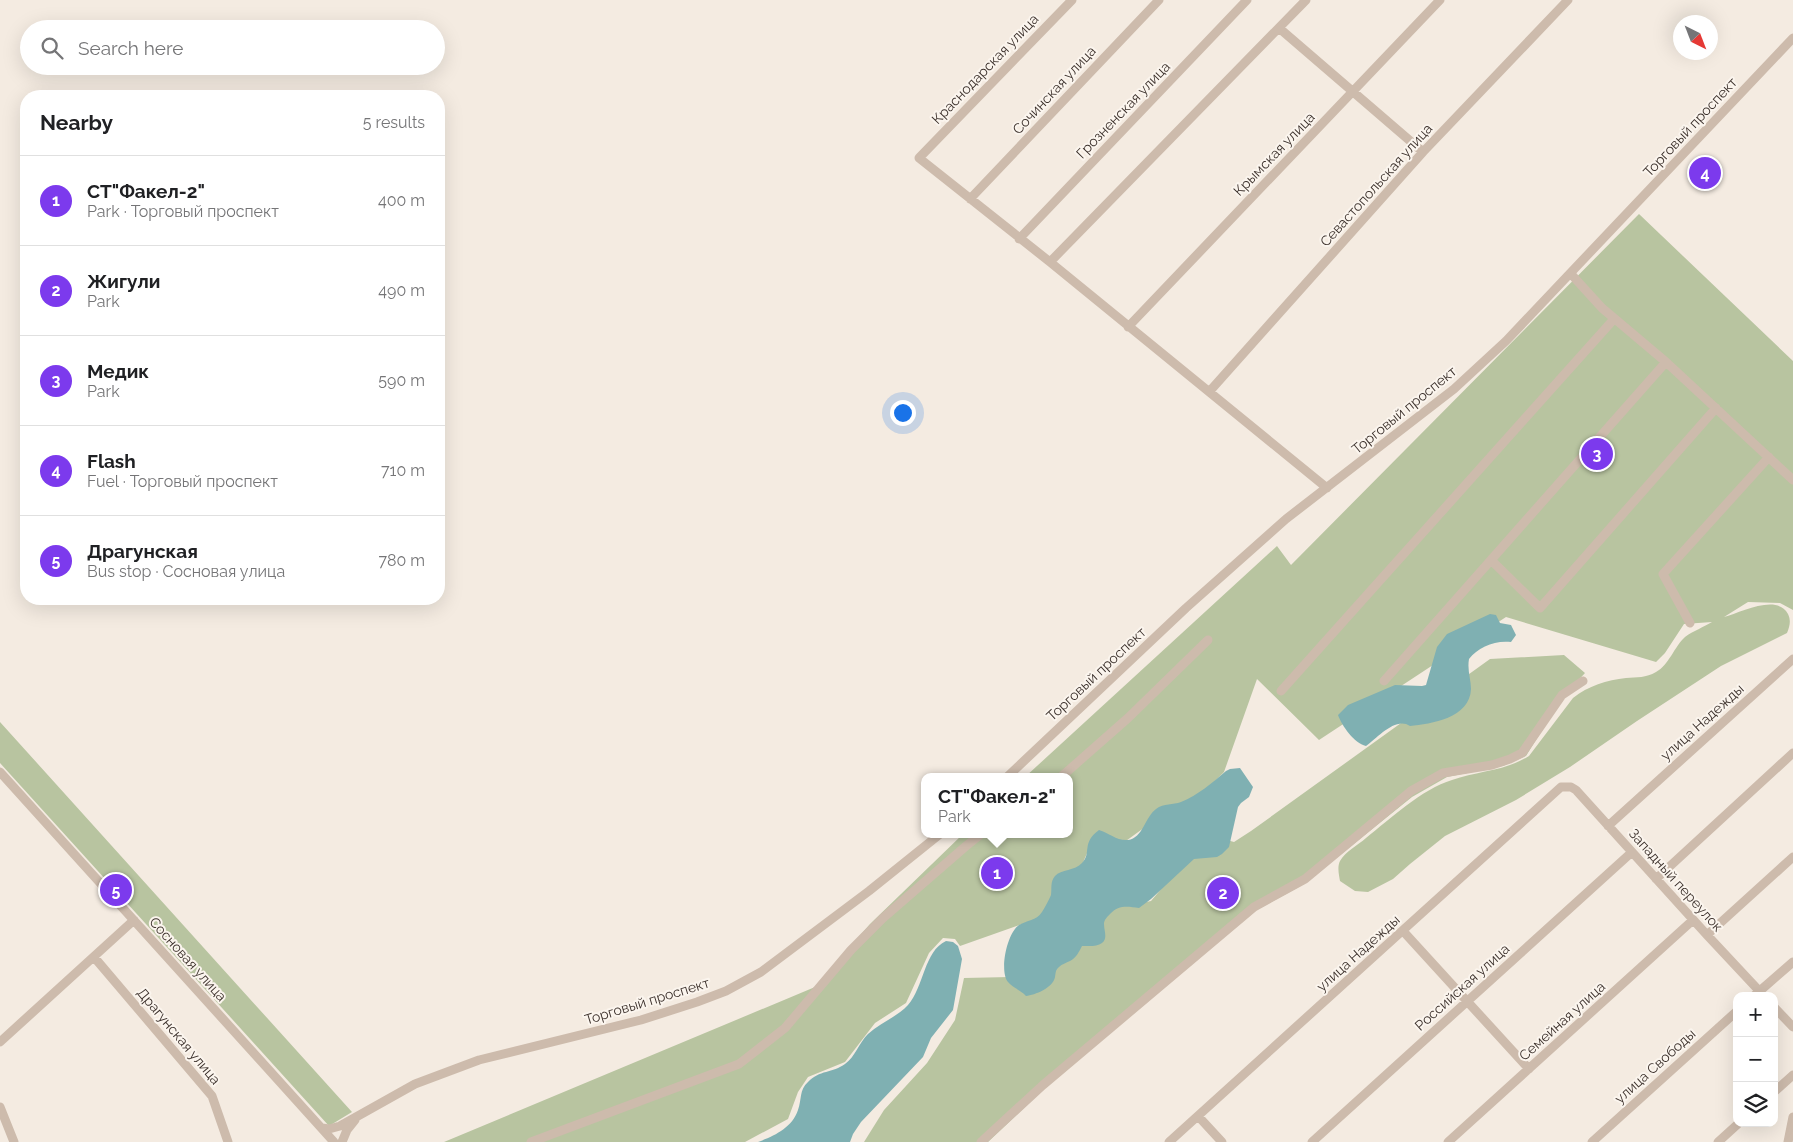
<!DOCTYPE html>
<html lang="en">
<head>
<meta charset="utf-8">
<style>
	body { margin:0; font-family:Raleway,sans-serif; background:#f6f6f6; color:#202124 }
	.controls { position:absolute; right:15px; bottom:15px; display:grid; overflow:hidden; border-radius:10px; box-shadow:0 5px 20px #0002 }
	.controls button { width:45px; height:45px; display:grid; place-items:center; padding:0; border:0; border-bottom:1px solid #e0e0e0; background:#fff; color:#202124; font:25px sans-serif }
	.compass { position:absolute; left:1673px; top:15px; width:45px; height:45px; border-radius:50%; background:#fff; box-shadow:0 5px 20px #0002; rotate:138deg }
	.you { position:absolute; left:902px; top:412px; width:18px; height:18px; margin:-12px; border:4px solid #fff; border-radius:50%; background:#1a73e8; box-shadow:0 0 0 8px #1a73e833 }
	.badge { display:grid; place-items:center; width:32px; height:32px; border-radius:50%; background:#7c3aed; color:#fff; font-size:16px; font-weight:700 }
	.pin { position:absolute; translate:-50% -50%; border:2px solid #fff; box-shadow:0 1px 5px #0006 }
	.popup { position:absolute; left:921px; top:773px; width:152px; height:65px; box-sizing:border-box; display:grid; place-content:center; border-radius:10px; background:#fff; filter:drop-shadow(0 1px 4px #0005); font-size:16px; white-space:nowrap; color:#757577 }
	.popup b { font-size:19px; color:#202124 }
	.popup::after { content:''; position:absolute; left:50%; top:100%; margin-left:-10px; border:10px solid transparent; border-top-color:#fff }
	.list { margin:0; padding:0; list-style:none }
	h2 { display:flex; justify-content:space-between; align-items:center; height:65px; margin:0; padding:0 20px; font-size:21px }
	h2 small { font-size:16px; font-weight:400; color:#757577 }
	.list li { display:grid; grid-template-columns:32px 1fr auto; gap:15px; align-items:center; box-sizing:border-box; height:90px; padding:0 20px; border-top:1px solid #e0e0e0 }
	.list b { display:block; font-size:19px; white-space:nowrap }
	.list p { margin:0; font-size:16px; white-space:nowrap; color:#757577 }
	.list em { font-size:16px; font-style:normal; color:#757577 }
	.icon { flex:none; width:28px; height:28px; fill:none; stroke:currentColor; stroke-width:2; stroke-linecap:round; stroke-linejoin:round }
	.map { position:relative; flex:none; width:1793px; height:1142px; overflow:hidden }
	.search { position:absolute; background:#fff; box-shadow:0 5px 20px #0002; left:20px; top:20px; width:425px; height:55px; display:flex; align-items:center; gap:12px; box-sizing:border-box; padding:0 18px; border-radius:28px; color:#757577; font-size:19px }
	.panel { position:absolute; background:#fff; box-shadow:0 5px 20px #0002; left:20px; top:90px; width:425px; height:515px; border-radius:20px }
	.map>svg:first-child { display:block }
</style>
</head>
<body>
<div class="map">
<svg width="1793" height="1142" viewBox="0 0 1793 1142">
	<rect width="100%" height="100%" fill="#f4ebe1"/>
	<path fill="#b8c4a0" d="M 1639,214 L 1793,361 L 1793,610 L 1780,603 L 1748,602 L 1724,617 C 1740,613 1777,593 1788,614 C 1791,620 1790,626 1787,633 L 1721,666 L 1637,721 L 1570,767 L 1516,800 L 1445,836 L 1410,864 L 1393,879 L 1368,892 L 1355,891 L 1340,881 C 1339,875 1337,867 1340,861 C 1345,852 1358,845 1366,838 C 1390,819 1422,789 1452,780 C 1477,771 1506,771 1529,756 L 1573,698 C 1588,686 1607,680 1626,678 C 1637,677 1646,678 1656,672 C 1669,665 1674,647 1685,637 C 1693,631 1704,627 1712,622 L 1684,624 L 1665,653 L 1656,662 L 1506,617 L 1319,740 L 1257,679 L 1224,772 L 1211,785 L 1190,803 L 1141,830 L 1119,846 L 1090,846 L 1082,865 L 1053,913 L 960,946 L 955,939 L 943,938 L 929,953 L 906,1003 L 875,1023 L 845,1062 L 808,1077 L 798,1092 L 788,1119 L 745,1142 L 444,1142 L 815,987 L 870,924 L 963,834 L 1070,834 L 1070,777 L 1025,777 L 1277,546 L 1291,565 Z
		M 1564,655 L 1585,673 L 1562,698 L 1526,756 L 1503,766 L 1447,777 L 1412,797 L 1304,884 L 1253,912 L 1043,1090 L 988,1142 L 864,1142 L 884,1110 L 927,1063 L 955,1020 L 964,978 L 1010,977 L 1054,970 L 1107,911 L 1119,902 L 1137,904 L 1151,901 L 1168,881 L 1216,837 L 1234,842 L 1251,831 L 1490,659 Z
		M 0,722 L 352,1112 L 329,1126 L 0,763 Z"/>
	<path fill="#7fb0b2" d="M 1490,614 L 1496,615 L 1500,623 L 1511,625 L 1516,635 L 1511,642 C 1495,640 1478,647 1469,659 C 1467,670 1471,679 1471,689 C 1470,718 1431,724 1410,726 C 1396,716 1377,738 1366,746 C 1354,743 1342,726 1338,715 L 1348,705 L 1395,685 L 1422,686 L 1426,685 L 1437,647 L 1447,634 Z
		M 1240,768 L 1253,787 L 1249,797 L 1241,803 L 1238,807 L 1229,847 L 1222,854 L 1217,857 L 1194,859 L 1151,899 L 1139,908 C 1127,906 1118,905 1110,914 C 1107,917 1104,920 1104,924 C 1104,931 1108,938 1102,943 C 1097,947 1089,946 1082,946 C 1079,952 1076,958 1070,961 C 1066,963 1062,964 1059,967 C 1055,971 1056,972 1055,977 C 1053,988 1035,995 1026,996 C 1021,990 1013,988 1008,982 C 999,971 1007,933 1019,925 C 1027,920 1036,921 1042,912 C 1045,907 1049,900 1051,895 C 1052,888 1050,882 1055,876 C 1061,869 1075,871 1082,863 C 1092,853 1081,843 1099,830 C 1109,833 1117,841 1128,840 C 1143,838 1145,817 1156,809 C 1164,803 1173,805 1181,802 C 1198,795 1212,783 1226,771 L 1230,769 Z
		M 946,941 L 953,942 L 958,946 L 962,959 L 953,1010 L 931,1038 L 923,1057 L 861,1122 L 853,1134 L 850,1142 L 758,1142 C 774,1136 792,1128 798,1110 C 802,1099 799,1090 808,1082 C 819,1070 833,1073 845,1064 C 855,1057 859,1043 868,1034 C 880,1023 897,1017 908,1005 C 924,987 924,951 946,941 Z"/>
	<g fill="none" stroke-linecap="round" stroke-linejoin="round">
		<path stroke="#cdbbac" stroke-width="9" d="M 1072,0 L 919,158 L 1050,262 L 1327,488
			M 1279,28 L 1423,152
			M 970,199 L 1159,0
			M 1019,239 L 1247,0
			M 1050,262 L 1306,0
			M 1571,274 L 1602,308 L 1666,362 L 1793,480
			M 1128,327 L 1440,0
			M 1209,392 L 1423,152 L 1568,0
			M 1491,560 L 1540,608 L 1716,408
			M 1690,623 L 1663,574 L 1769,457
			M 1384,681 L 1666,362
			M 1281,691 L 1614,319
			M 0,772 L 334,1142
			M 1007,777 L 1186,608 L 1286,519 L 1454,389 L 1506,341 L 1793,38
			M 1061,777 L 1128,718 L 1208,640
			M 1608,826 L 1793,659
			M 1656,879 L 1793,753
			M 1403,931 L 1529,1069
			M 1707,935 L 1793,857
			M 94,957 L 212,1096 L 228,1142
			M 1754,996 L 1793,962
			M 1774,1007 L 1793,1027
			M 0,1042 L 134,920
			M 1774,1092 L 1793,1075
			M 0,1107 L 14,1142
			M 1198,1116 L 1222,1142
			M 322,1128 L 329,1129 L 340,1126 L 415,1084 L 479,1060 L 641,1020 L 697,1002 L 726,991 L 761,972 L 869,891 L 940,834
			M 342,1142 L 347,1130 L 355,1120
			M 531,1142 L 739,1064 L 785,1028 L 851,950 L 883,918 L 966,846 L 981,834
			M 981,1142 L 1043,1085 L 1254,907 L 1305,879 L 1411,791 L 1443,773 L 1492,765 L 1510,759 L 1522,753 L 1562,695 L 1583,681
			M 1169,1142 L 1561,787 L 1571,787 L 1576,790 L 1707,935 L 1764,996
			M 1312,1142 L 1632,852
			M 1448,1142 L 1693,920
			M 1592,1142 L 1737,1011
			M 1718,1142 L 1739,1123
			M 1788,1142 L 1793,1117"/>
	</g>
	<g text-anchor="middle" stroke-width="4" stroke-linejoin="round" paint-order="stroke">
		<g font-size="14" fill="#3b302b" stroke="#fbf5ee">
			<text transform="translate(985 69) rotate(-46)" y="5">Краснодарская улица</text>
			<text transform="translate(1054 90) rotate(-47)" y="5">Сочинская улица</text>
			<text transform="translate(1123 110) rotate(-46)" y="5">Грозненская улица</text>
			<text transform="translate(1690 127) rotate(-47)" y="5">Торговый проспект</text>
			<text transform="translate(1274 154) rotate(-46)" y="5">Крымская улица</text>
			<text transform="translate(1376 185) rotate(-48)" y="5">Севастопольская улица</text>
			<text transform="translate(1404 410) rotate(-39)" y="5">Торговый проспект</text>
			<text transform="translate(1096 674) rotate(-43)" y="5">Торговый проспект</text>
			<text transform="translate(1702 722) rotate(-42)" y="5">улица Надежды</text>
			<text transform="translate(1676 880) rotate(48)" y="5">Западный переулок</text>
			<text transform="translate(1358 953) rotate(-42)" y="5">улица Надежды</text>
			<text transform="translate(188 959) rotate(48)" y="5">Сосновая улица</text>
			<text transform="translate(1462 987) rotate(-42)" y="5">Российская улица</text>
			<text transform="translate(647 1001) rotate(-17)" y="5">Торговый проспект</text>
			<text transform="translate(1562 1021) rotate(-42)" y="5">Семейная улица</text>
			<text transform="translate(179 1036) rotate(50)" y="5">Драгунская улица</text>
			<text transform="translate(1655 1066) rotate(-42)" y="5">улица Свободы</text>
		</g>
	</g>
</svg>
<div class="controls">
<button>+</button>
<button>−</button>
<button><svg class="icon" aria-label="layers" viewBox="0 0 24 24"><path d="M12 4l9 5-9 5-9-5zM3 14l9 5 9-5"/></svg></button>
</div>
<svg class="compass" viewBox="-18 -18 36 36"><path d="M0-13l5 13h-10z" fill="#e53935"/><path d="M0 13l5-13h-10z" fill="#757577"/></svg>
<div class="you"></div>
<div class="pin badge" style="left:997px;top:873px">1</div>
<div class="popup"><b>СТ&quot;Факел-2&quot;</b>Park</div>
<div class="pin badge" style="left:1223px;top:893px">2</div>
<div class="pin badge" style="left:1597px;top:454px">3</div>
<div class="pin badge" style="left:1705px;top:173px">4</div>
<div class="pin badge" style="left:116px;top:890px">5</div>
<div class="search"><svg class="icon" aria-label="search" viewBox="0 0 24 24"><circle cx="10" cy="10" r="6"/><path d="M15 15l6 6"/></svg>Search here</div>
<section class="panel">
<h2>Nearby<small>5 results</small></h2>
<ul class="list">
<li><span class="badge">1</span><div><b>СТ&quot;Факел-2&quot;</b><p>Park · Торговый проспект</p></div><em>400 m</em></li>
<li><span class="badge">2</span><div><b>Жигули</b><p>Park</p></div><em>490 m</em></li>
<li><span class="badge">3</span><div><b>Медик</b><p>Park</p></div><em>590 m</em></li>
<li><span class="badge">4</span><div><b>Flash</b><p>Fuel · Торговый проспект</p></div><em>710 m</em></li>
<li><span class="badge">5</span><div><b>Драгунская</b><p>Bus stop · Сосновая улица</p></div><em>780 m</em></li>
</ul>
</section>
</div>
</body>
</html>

__Task instructions__:
Please copy out each line of the data in which the word "controls" occurs.

__Task response__:
	.controls { position:absolute; right:15px; bottom:15px; display:grid; overflow:hidden; border-radius:10px; box-shadow:0 5px 20px #0002 }
	.controls button { width:45px; height:45px; display:grid; place-items:center; padding:0; border:0; border-bottom:1px solid #e0e0e0; background:#fff; color:#202124; font:25px sans-serif }
<div class="controls">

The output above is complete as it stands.